**ACTIVITY**
Wherever "overflow" appears in the records below, copy the line that holds it.

**Stored items**
□ □ □ □ □ □ □

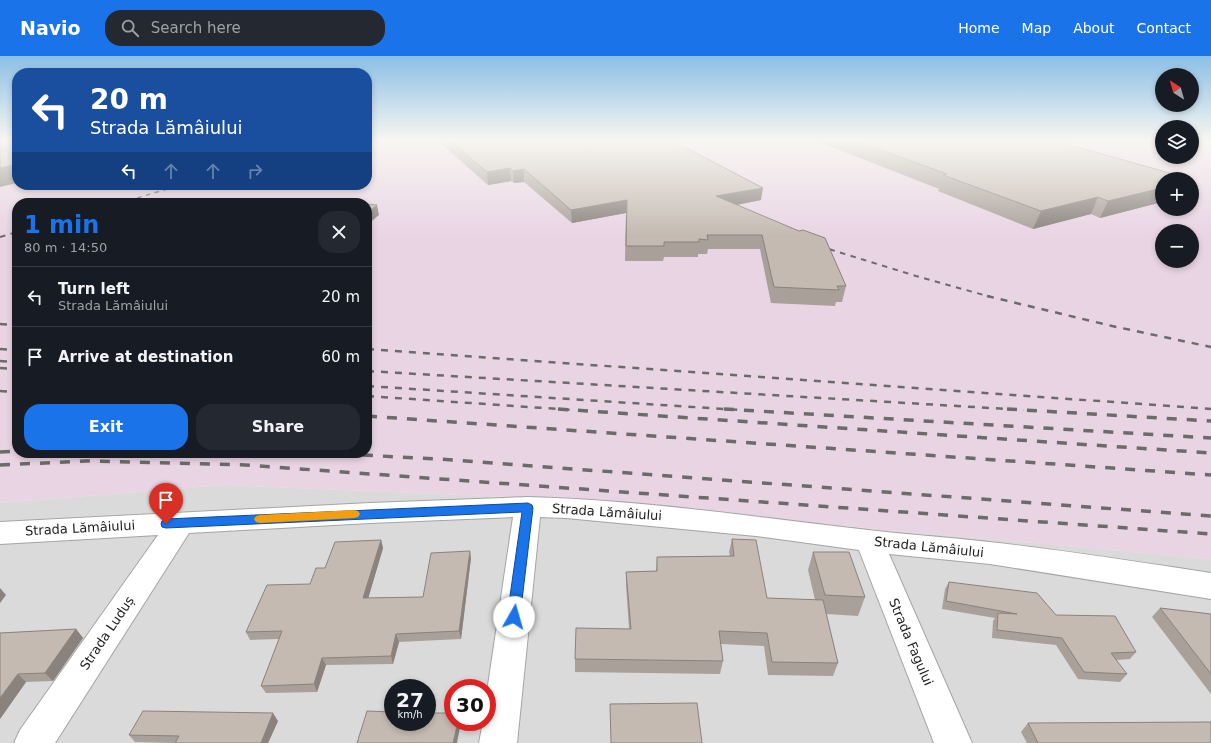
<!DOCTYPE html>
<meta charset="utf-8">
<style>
body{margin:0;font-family:"DejaVu Sans",sans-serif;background:#242831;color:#f1f3f6;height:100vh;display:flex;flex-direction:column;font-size:15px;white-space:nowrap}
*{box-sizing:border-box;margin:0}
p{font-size:13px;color:#9ea1a6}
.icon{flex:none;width:22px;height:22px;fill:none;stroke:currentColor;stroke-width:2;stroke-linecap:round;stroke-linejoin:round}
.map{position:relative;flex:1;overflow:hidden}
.drawer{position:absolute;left:12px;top:142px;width:360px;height:260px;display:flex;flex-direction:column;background:#171b24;border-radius:16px;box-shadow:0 2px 6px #0003}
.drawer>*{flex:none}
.guide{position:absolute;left:12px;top:12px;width:360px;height:122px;border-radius:16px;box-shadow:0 2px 6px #0003;background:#1a4fa0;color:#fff;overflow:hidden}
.needle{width:26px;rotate:323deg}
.controls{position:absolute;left:1155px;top:12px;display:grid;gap:8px}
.controls a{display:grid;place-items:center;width:44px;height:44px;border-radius:50%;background:#171b24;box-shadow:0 2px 6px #0003;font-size:20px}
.speed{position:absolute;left:384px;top:623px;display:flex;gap:8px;font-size:20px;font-weight:700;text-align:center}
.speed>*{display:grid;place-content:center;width:52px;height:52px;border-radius:50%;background:#171b24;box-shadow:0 2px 6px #0003;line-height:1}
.speed small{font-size:10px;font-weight:400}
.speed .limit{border:6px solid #d22;background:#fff;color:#111}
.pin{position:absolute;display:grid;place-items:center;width:34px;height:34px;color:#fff;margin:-41px -17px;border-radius:50% 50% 50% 0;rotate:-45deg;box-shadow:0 0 4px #0007}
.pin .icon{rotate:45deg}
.me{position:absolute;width:44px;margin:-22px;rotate:7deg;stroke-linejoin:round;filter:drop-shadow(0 0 3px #0008)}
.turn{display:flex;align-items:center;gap:14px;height:84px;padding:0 12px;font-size:18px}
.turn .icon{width:52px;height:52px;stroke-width:2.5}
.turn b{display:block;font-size:28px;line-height:34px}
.lanes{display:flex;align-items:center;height:38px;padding:0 12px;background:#0003;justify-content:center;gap:20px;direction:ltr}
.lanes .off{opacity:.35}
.round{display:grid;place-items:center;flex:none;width:42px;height:42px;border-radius:16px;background:#242831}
.overview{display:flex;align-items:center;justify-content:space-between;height:68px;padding:0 12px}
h1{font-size:24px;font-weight:700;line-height:30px;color:#1a73e8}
.primary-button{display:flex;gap:8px;margin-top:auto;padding:8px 12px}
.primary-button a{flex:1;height:46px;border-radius:16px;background:#1a73e8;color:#fff;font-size:16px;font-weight:700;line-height:46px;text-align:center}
.primary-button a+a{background:#242831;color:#f1f3f6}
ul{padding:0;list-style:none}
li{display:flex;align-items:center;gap:12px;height:60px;padding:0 12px;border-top:1px solid #363941}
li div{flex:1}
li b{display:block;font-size:15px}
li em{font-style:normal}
header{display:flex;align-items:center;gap:24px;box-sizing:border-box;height:56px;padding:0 20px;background:#1a73e8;color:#fff}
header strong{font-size:19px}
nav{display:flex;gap:22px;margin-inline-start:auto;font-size:14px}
.search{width:280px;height:36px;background:#242831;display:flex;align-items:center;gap:10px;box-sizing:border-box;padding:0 14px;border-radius:16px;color:#9ea1a6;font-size:15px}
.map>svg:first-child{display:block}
.residential{fill:#dbdada;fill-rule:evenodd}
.industrial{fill:#e9d4e4;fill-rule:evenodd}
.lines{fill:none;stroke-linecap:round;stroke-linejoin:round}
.street-casing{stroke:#a4a4a4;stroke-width:2}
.street{fill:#fff;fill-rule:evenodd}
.rail-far3{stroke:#6b6b6b;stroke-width:1.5;stroke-dasharray:4.5 4.5;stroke-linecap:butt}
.rail-far2{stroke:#6b6b6b;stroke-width:2;stroke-dasharray:5.5 5.5;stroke-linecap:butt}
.rail-far1{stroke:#6b6b6b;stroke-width:2.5;stroke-dasharray:7 7;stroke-linecap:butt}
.rail{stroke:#6b6b6b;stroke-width:3.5;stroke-dasharray:10 10;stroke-linecap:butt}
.wall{fill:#a9a099}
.shaded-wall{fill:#89827d}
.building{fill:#c4bab2;stroke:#89827d}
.route{fill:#1a73e8;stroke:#114b97}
.slow{fill:#f59e0b}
.labels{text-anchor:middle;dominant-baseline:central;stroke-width:3;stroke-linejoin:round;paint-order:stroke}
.near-street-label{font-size:13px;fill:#1d1d1d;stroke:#fff}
</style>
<header>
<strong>Navio</strong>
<div class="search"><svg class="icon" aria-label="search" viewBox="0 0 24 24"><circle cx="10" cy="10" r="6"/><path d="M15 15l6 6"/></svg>Search here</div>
<nav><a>Home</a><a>Map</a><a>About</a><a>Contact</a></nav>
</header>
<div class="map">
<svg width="1211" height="687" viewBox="0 0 1211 687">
<rect width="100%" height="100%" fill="#efebe2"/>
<path class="residential" d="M224,429L531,442L1211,503V687H0V447ZM393,632H427V666H393ZM453,632H487V666H453Z"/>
<path class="industrial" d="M367,84H1162V101H1192V86L1211,89V503L531,442L224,429L0,447V96L17,94V129H367ZM1162,123H1192V153H1162ZM17,147H367V397H17ZM1162,175H1192V205H1162Z"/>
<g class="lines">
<g class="street-casing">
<path id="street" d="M528,441C642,444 755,461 868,474C908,479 949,481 989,486C1063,494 1137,506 1211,517V543L990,508L889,498L972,687H934L859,494L756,480L566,462L540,461L517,687H479L483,666H487V636L513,461L370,467L189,477L55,687H14L20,674L158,479L0,488V466L370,447Z"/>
</g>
<use href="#street" class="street"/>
<path class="rail-far3" d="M120,147L181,129"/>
<g class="rail-far2">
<path d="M0,181L17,176"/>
<path d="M819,190L916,220L991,241"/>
</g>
<g class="rail-far1">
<path d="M987,240L1112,270L1211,291"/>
<path d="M0,268L17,269"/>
<path d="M0,293L17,294"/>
<path d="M367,293L1211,353"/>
<path d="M0,305L17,306"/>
<path d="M0,312L17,313"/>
<path d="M367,315L1024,354"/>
<path d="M367,330L740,354"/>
<path d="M0,335L17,336"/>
<path d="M367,340L573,354"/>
</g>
<g class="rail">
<path d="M558,353L1211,397"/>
<path d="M724,353L1211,382"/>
<path d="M1007,353L1211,365"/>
<path d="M367,360L1211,419"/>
<path d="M0,396L17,395"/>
<path d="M323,397L438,403L1211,460"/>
<path d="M0,409L86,405L245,409L1211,478"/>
</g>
</g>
<g class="wall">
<path d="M437,84H582L588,88L761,144L737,149L846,230L842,246H836L835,250L771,247L760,193H708L707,198H698V201H664L663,205H625L626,157L572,167L524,126L514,127L511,125L488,129Z"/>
<path d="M814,84H1052L1162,123V146L1100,162L1091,158L1033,173L938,135L939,133Z"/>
<path d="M732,483L767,542L815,544L808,514L813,496L865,541L858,560L826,558L838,607L833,620L768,619L764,590L721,588L723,605L720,618L575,616V603L629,573L626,529V516L656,515L657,501L730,500L729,496Z"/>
<path d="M381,484L383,492L368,542L423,541L471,502L461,583L399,586L393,608L326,609L317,636L266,637L261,630L279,583L250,584L246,576L310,528L325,512Z"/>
<path d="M949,526L1056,559L1136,596L1130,603L1116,604L1127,618L1120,626L1078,623L1056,589L992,582L993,565L995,562L942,553L945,533Z"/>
<path d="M1160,552L1211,558V638L1152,561Z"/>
<path d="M76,573L83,582L53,625L26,626L0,663V577Z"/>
<path d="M278,665L268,687H175L135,686L129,679Z"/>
<path d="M1028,667L1211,687H1027L1021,676Z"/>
</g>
<g class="shaded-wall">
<path d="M17,108V127L0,131V112Z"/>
<path d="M510,112L511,125L488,129L487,116Z"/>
<path d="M524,113V126L514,127L513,115Z"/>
<path d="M763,132L761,144L715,153L716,140Z"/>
<path d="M1162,132V146L1100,162L1108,145Z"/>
<path d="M1098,141L1091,158L1033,173L1041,155Z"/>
<path d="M627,144L626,157L572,167L571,154Z"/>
<path d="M377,149L379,159L367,169V157Z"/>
<path d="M381,484L383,492L366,550L363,542Z"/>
<path d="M470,495L471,502L461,583L459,575Z"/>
<path d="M0,532L6,539L0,547Z"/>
<path d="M76,573L83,582L53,625L45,617Z"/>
<path d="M396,578L399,586L393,608L391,600Z"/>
<path d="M322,602L326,609L317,636L314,628Z"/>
<path d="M18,618L26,626L0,663V642Z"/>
<path d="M273,657L278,665L268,687H261Z"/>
<path d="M458,666H461L457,687H453Z"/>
</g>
<g class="building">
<path d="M0,84H17V108L0,112Z"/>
<path d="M449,84H582L588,88L618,84H671L763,132L716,140L799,175L803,174L825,182L846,230H837L839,234L774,231L762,179H707L708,184L699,183V186H664V190H626L627,144L571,154L524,113L513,115L510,112L487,116Z"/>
<path d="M854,84H1052L1191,123H1162V132L1108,145L1098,141L1041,155L943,119L947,118Z"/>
<path d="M367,148L377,149L367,157Z"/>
<path d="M732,483L756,484L767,542L823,544L838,607L772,606L767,577L719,575L723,605L575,603L576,572L631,573L626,516L657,515V501L734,500Z"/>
<path d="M381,484L363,542L423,541L431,497L470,495L459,575L396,578L391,600L322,602L314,628L261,630L282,575L246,576L267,529L310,528L316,512H325L335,486Z"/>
<path d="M813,496H849L865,541L825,539Z"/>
<path d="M949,526L1037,537L1056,559L1115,560L1136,596L1111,597L1127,618L1084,616L1062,582L997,574L998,557L1017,558L946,545Z"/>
<path d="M1160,552L1211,558V618Z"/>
<path d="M76,573L45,617L18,618L0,642V577Z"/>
<path d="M697,647L702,687H611L610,648Z"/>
<path d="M143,655L273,657L261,687H175L179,680L129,679Z"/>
<path d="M367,655L393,656V666H427V657H453V666H458L453,687H357Z"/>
<path d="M1211,666V687H1038L1028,667Z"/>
</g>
<linearGradient id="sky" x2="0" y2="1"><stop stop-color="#8bbfe5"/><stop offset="0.47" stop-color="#f8f6f2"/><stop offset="1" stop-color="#f8f6f2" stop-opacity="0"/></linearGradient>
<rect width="1211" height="180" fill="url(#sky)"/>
<path class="route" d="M528,447L532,449L533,452L520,561L518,565L514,567L509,565L507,561L522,456L166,472L162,471L161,468L162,465L166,463Z"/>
<path class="slow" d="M354,454L358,455L360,458L358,461L354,462L260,467L256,466L254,463L256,460L260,459Z"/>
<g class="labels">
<g class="near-street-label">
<text transform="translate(607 456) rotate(4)">Strada Lămâiului</text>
<text transform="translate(80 472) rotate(-3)">Strada Lămâiului</text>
<text transform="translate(929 491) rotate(6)">Strada Lămâiului</text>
<text transform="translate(107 577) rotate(-56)">Strada Luduș</text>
<text transform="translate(911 586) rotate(67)">Strada Fagului</text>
</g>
</g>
</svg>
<div class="controls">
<a><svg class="needle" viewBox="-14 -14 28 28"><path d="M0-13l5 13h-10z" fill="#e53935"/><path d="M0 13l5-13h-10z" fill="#9ea1a6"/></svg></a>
<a><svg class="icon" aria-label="layers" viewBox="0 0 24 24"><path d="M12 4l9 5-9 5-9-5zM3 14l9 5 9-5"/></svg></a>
<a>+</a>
<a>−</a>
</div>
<div class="speed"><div>27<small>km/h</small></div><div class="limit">30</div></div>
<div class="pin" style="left:166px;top:468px;background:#d93025"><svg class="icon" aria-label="arrive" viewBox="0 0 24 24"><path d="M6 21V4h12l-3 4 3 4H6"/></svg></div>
<svg class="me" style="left:514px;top:561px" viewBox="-20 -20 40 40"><circle r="19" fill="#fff"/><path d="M0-13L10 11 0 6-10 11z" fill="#1a73e8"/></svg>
<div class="guide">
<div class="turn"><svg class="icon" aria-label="left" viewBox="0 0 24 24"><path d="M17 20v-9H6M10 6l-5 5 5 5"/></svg><div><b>20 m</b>Strada Lămâiului</div></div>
<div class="lanes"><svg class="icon" aria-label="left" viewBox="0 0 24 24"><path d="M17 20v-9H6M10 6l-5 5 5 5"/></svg><svg class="icon off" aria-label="ahead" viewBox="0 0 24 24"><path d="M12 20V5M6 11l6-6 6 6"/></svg><svg class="icon off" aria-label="ahead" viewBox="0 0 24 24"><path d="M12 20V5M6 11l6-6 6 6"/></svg><svg class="icon off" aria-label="right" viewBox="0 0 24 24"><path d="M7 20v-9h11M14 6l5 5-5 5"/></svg></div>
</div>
<section class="drawer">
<div class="overview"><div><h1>1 min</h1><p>80 m · 14:50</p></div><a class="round"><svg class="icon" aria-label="close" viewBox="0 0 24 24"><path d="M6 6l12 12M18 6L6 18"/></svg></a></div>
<ul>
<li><svg class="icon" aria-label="left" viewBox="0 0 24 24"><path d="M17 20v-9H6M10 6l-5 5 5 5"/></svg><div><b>Turn left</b><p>Strada Lămâiului</p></div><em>20 m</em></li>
<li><svg class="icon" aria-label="arrive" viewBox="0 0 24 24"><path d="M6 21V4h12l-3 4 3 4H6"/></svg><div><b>Arrive at destination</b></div><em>60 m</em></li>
</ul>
<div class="primary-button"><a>Exit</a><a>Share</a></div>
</section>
</div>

□ □ □ □ □ □ □

**SOLUTION TO THE PROBLEM**
.map{position:relative;flex:1;overflow:hidden}
.guide{position:absolute;left:12px;top:12px;width:360px;height:122px;border-radius:16px;box-shadow:0 2px 6px #0003;background:#1a4fa0;color:#fff;overflow:hidden}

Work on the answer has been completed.